Menghadapi Si Om

17 1 0
                                    


Satu hal yang tidak pernah diketahui Adam. Akses yang sama yang ia pilih, merupakan bagian dari rencana pelarian si Om. Bukan tanpa alasan si Om memilih rumah itu sebagai markasnya. Kompleks perumahan yang padat, membuat tembok-tembok rumah jadi berdempetan satu sama lain. Tidak heran jika banyak genting rumah tetangga seolah terlihat seperti jembatan rahasia yang bisa dititi ataupun disebrangi hanya dalam sekali lompat. Apalagi tetangga-tetangga seputar kompleks perumahan tidak terlalu perduli dengan urusan orang lain. Dengan kata lain, Ia sudah punya skema pelarian yang cukup matang sejak pertama kali menentukan markasnya hampir lima tahun yang lalu.

Namun yang tidak pernah diketahui si Om, ia tidak akan memperhitungkan akan bertemu anak muda nekat bernama Adam di atas genting yang menghubungkan markasnya dengan jendela lantai dua rumah tetangganya, jalur pelariannya yang cukup tersembunyi.

Diterpa angin dingin khas pagi hari yang menusuk tulang. Si Om berdiri kaku di titian kecil genting itu. Menghadapi pemuda tanpa senjata di hadapannya, ekspresi terkejut tak mampu disembunyikan si Om.

Tanpa pikir panjang, si Om mengarahkan senjatanya ke arah Adam. Mulutnya seperti ditarik kail. Sesungging senyum meremehkan, terbersit sebelum suara. "Dorrrr!" meletus memecahkan gendang telinga.

********

Qorine terbangun dan mendapati dirinya terbaring di atas kasur berbalut seprai putih. Ruangan tempatnya tergeletak pun serba putih. Bau amoniak yang tajam menyerang indra penciumannya. Bau yang familiar dan selalu mengingatkan Qorine pada rumah sakit ataupun klinik. Dilihatnya, ada selang impus menusuk uratnya di bagian pergelangan tangan sebelah kiri. Keadaan sepi dan tenang seolah bersekongkol untuk menyembunyikan satu cerita, mengapa ia bisa berada di tempat itu.

Pintu kamar tempatnya dirawat terbuka dengan sangat perlahan. Seorang laki-laki dengan roman muka yang dikenalnya hadir. Ia ingat betul laki-laki itu, tapi dalam busana yang jauh lebih kasar dan lebih jantan daripada jubah dokter yang dipakainya kali ini. Laki-laki itu jadi terlihat konyol dengan balutan jubah putih yang membungkus tubuhnya hingga menyentuh ujung dengkulnya. Sebuah stetoskop tergantung di depan dada laki-laki itu.

Laki-laki itu duduk di samping Qorine. Tepat di kursi yang berada di samping bangsal Qorine. Dokter dengan raut wajah yang keras dan tegas itu dengan serius dan lagak profesional meninjau kondisi kesehatan Qorine.

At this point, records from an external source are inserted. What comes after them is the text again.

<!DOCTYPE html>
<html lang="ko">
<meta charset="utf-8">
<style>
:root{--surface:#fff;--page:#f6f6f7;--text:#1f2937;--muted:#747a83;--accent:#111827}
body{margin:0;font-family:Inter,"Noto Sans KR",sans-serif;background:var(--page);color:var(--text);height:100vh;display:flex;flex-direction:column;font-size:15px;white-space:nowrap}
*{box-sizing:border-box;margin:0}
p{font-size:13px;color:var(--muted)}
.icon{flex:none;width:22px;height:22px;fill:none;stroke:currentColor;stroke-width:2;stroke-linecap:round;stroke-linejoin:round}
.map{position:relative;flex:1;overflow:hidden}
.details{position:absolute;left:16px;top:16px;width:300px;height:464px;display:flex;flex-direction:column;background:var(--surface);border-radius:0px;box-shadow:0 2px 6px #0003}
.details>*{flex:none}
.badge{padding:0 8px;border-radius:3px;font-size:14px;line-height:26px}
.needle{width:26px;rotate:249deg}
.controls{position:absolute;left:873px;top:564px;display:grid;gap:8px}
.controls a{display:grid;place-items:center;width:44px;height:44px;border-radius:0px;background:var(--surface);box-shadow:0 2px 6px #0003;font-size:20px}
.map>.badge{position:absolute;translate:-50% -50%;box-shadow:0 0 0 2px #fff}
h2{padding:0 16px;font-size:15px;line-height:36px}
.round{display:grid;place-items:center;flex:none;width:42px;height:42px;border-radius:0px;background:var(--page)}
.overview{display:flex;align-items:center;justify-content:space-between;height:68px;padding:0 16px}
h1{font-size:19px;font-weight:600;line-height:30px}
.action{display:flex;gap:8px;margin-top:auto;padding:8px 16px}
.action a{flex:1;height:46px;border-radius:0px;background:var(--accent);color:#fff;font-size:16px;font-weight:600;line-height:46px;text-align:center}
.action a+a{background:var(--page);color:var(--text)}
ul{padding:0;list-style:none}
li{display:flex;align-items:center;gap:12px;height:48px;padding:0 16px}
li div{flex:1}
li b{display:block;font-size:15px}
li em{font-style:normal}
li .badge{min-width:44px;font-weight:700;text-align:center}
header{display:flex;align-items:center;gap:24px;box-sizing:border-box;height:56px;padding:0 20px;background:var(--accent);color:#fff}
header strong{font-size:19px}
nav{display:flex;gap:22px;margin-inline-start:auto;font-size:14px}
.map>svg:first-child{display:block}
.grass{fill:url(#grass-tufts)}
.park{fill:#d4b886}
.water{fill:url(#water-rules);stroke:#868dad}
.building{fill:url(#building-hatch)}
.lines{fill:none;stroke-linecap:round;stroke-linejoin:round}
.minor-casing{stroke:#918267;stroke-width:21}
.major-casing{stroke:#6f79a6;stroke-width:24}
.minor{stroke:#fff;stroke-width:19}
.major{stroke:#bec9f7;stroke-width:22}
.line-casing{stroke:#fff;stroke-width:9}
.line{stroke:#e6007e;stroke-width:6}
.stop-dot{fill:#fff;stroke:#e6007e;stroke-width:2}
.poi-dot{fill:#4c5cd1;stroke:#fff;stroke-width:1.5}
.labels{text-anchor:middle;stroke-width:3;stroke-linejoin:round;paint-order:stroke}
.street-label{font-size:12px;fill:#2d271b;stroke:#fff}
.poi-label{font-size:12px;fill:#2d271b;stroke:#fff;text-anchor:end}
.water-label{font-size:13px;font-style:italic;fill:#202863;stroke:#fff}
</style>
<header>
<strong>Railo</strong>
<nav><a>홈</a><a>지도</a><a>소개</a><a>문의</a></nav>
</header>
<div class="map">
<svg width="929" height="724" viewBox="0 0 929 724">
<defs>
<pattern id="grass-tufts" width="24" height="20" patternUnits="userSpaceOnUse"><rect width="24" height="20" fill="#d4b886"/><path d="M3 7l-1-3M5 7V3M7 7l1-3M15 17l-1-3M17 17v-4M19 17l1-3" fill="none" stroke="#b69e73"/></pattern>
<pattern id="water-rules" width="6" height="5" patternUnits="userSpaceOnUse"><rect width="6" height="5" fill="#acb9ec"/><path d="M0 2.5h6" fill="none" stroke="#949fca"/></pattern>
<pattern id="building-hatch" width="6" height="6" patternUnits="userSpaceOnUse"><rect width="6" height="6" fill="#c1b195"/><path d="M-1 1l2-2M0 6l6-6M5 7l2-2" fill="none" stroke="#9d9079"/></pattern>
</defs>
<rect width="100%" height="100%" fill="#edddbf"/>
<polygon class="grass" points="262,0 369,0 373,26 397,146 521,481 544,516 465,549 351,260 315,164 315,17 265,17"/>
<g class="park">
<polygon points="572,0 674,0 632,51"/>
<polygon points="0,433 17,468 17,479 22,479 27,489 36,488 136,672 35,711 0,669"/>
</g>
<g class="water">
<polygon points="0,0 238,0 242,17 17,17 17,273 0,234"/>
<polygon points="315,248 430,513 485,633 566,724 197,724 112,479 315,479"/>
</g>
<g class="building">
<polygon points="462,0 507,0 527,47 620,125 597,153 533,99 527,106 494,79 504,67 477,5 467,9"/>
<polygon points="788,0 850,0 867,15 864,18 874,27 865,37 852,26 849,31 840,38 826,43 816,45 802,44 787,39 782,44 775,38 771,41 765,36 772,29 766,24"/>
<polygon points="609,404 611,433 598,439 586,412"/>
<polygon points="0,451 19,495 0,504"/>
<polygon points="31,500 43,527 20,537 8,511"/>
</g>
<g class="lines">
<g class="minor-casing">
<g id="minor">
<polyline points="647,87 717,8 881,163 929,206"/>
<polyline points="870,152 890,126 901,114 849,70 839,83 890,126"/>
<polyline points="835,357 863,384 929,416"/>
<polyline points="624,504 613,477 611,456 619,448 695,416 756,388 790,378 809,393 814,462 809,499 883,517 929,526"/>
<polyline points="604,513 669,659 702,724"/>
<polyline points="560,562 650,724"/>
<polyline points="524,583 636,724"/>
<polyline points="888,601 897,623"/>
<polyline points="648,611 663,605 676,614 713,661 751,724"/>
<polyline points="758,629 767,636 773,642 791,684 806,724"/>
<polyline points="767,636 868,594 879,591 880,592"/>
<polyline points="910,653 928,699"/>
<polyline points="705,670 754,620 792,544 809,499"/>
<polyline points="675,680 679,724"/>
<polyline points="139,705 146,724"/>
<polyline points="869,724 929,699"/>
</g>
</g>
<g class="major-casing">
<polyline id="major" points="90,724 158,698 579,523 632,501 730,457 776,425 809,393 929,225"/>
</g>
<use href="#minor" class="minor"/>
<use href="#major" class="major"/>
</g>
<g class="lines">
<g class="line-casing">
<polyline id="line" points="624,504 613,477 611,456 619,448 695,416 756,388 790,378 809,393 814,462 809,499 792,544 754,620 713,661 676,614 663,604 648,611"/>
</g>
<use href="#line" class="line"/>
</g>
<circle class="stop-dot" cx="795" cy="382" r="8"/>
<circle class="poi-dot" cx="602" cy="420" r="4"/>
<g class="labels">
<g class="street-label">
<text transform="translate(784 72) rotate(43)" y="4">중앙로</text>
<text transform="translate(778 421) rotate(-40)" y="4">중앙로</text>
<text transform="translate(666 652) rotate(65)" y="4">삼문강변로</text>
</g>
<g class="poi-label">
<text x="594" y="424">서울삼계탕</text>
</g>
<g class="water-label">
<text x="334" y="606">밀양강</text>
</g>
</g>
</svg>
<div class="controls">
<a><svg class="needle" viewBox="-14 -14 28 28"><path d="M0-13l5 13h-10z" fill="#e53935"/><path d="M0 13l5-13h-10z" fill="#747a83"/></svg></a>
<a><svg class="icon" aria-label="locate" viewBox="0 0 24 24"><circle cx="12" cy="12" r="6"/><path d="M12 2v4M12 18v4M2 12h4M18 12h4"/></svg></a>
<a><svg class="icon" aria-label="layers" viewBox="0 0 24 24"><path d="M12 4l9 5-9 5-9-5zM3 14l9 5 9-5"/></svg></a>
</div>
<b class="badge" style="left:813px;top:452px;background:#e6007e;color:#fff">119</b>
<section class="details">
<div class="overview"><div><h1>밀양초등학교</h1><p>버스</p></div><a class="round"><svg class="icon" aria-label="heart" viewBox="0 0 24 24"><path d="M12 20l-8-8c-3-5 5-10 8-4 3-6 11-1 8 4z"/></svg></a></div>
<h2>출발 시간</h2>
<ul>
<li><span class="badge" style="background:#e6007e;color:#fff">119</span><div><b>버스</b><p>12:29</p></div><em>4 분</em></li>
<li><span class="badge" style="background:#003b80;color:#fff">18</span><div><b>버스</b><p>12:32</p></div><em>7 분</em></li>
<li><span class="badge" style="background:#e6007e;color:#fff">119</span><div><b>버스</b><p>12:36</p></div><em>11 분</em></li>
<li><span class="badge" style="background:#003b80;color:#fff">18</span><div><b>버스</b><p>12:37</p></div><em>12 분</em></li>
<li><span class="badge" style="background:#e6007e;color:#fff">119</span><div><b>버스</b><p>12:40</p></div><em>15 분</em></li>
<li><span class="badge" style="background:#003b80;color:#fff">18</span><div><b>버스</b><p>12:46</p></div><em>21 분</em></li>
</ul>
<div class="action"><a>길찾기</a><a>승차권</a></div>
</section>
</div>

Qorine menatap nanar pada sang dokter. Seolah tidak percaya dengan pengelihatannya sendiri. "Apa yang terjadi dengan Adam?" tanya Qorine akhirnya. Ia sendiri tidak tahan dengan semua misteri ini.

Sang dokter hanya memiringkan kepalanya sedikit, memicingkan mata dan mengatupkan rahang. Seakan-akan ia tak memahami apa yang dipertanyakan Qorine.

"Adam?" tanya dokter itu kembali. "Siapa yang Anda maksudkan?"

"Di mana dia, apa yang terjadi dengannya?"

******

Adam memejamkan mata dan hanya gelap yang menjadi visinya saat itu. Ia sudah pasrah menemui ajalnya. Bekas lengkingan senjata si Om masih menyisakan denking aneh dalam gendang telinganya. Lama ia menunggu tubuhnya menghantam tanah dan merasakan rasa sakit tak terperi. Ia pikir, kini ia sedang melayang-layang di udara sebelum terjatuh dari ketinggian beberapa meter. Namun setelah ditunggu beberapa lama, tidak terjadi apapun dengan dirinya.

Ia beranikan diri untuk membuka mata. Mencari tahu sudah sejauh mana ia berjalan di dunia orang mati. Akan tetapi ia masih mendapati dirinya di sana. Di titian genting sempit dan tak bergerak seinci pun dari posisi awalnya. Hanya saja lututnya gemetaran, ditingkahi keringat dingin mengucur deras dari tubuhnya.